From creating virtual tradeshows to turning a three-day event into a multi-week offering, event planners are getting experimental as they go virtual.
The current time requires more than a little improvisation just to keep things moving.
And sometimes, that improvisation can turn out to be something of a creative shot in the arm. In the case of their events, organizations have been willing to try lots of new things in an experimental form to help ensure that their members can benefit, even if it’s not the same thing as a person-to-person experience.
A few notable experiments have managed to stick in recent weeks. Among them:
Building a virtual expo hall. The Toy Association, which puts on two Toy Fair marketplaces annually, has taken those events virtual by putting on a series of digital “seven-day market weeks” that will help toymakers show off their wares through a number of virtual events. In a recent news release, the association noted that the structure would allow virtual attendees to browse exhibitors by category, take part in educational sessions, and take appointments with vendors—just like at any traditional tradeshow. (The group says the virtual shows will supplement, not replace, its existing events.) “Our aim is that Toy Fair Everywhere provides the industry with the much-needed opportunity to connect and engage from afar while continuing to make essential headway for their businesses to forge ahead in the current climate,” explained Marian Bossard, the association’s executive vice president of global market events. The first virtual event will take place starting July 13.

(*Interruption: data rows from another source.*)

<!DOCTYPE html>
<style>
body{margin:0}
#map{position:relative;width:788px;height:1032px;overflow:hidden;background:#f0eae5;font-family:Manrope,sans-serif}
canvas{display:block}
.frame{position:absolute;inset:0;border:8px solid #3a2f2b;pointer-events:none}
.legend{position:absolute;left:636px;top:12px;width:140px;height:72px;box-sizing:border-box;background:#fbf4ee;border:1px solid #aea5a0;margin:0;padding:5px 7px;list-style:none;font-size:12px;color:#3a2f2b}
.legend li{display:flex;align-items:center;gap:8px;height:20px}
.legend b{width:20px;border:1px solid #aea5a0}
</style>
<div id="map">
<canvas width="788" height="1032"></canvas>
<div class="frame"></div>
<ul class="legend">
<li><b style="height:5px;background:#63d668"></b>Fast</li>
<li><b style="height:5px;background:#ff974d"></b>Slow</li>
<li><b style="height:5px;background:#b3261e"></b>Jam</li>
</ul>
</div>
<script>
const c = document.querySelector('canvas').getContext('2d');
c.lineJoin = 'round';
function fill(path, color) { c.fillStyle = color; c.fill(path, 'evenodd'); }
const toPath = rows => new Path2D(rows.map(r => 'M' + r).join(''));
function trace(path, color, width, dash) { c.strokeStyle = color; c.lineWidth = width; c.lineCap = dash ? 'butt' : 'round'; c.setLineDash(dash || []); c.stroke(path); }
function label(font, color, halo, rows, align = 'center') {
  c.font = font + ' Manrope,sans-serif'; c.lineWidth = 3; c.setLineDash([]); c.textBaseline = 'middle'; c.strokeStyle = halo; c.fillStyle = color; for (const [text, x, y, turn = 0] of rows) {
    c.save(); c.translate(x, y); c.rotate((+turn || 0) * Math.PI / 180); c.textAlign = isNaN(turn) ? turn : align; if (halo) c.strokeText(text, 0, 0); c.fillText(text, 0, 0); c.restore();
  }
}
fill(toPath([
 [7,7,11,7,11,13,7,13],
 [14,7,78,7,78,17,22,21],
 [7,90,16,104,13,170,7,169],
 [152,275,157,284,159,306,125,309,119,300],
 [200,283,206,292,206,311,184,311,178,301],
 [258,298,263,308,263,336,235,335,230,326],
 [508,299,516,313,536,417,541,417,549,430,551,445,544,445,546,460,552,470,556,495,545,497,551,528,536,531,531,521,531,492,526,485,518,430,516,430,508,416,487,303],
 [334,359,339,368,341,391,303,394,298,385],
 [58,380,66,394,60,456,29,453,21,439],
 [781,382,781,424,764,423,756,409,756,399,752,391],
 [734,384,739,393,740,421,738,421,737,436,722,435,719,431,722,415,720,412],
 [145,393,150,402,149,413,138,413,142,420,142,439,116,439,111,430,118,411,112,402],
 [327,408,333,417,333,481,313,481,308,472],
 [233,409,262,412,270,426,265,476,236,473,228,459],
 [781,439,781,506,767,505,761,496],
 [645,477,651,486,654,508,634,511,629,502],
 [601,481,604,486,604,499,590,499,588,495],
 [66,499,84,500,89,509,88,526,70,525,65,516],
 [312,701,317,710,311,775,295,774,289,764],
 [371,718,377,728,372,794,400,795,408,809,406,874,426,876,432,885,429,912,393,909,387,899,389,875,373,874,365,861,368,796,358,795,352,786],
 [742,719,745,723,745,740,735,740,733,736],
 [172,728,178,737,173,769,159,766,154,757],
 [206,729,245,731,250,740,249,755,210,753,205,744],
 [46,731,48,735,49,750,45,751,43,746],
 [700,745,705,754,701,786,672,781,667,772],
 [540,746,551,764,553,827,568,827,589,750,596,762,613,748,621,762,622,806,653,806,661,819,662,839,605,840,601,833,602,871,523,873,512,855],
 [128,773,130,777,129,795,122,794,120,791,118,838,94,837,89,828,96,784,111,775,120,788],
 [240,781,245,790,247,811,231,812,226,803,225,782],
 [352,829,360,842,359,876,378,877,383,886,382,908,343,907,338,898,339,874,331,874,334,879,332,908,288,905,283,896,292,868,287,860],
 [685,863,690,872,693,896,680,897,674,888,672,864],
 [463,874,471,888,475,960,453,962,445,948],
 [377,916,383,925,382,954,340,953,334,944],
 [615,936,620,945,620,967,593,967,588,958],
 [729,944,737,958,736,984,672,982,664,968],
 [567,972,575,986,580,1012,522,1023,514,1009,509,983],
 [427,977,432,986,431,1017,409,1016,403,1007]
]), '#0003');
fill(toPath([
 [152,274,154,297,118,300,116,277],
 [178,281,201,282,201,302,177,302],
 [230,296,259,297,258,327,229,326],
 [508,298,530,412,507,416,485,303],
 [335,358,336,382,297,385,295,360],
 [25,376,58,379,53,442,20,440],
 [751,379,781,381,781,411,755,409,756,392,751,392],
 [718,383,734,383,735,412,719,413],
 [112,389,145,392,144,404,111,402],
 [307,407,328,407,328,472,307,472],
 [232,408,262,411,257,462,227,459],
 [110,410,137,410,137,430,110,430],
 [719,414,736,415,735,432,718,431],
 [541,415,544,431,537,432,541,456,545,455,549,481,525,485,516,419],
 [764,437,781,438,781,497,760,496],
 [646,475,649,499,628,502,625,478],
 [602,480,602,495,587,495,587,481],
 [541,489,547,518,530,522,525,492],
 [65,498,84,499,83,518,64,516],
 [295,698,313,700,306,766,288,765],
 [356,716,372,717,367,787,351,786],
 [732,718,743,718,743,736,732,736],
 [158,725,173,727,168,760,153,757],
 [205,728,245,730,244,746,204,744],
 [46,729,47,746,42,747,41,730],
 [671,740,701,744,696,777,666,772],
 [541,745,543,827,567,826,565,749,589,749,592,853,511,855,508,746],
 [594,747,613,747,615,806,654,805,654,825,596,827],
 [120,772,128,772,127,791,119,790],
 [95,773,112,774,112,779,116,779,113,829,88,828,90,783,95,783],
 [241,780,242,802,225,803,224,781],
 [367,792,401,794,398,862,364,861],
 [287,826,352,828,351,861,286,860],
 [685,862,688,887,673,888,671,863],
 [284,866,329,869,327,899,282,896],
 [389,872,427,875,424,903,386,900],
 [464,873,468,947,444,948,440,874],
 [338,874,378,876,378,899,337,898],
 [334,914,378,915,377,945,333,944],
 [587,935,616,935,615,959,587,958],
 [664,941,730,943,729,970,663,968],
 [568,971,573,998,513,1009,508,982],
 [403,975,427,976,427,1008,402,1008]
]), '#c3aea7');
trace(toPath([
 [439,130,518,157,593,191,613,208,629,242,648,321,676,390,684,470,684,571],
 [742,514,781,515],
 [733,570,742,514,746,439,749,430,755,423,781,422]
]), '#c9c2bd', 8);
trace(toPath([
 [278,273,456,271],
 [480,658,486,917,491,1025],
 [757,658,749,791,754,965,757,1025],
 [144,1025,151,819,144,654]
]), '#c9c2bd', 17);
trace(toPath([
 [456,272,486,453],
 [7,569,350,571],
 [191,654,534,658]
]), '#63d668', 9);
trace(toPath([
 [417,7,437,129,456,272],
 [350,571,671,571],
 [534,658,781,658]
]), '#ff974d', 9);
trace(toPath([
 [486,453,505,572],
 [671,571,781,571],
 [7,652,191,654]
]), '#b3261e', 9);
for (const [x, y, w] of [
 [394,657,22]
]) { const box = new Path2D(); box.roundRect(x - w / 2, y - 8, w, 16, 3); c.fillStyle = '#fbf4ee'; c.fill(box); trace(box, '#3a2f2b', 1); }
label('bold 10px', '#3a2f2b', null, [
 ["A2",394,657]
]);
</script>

Boosting engagement with news customers. In recent years, news publishers have found success by building events businesses that help expand on their coverage. Why can’t that work online? As Digiday notes, many of these publishers, such as the Texas Tribune, have taken steps to set these events up virtually. The Tribune’s CEO, Evan Smith, noted that the nonprofit had already incorporated livestreaming elements into its approach and was expanding on those elements. “We’ve seen no disruption in revenue to this point,” Smith told the outlet. “It’s early, so I’m not foreclosing on the option for disruption, but it’s looking good.”
Stretching out the event digitally. The Brewers Association’s Craft Brewers Conference was supposed to be a three-day event in San Antonio, Texas, this month. Instead, it’s now a five-week program with offerings throughout the month—40 total seminars over five workweeks. Notably, the virtual event has been made free by the association. “Since we’re all social distancing and getting our share of screen time, CBC Online is an opportunity to invest in your education, so that when the dust finally settles, you will emerge stronger and smarter than ever before,” the conference website states. “We promise you’ll leave with some great new ideas to bring to your job.”
Developing educational opportunities, even for nonmembers. Around the country, the Girl Scouts are taking steps to help students remain active and earn badges. And if you don’t have a membership? No big deal. The Girl Scouts of Southeastern Michigan, for example, is offering its services to members and nonmembers alike, including by offering a virtual patch program to nonregistered scouts. “We want them to know that in the midst of all that’s going on, they can still learn and grow, and have fun at home while doing it,” said Tiffiny Griffin, the group’s vice president of programs, to The News-Herald.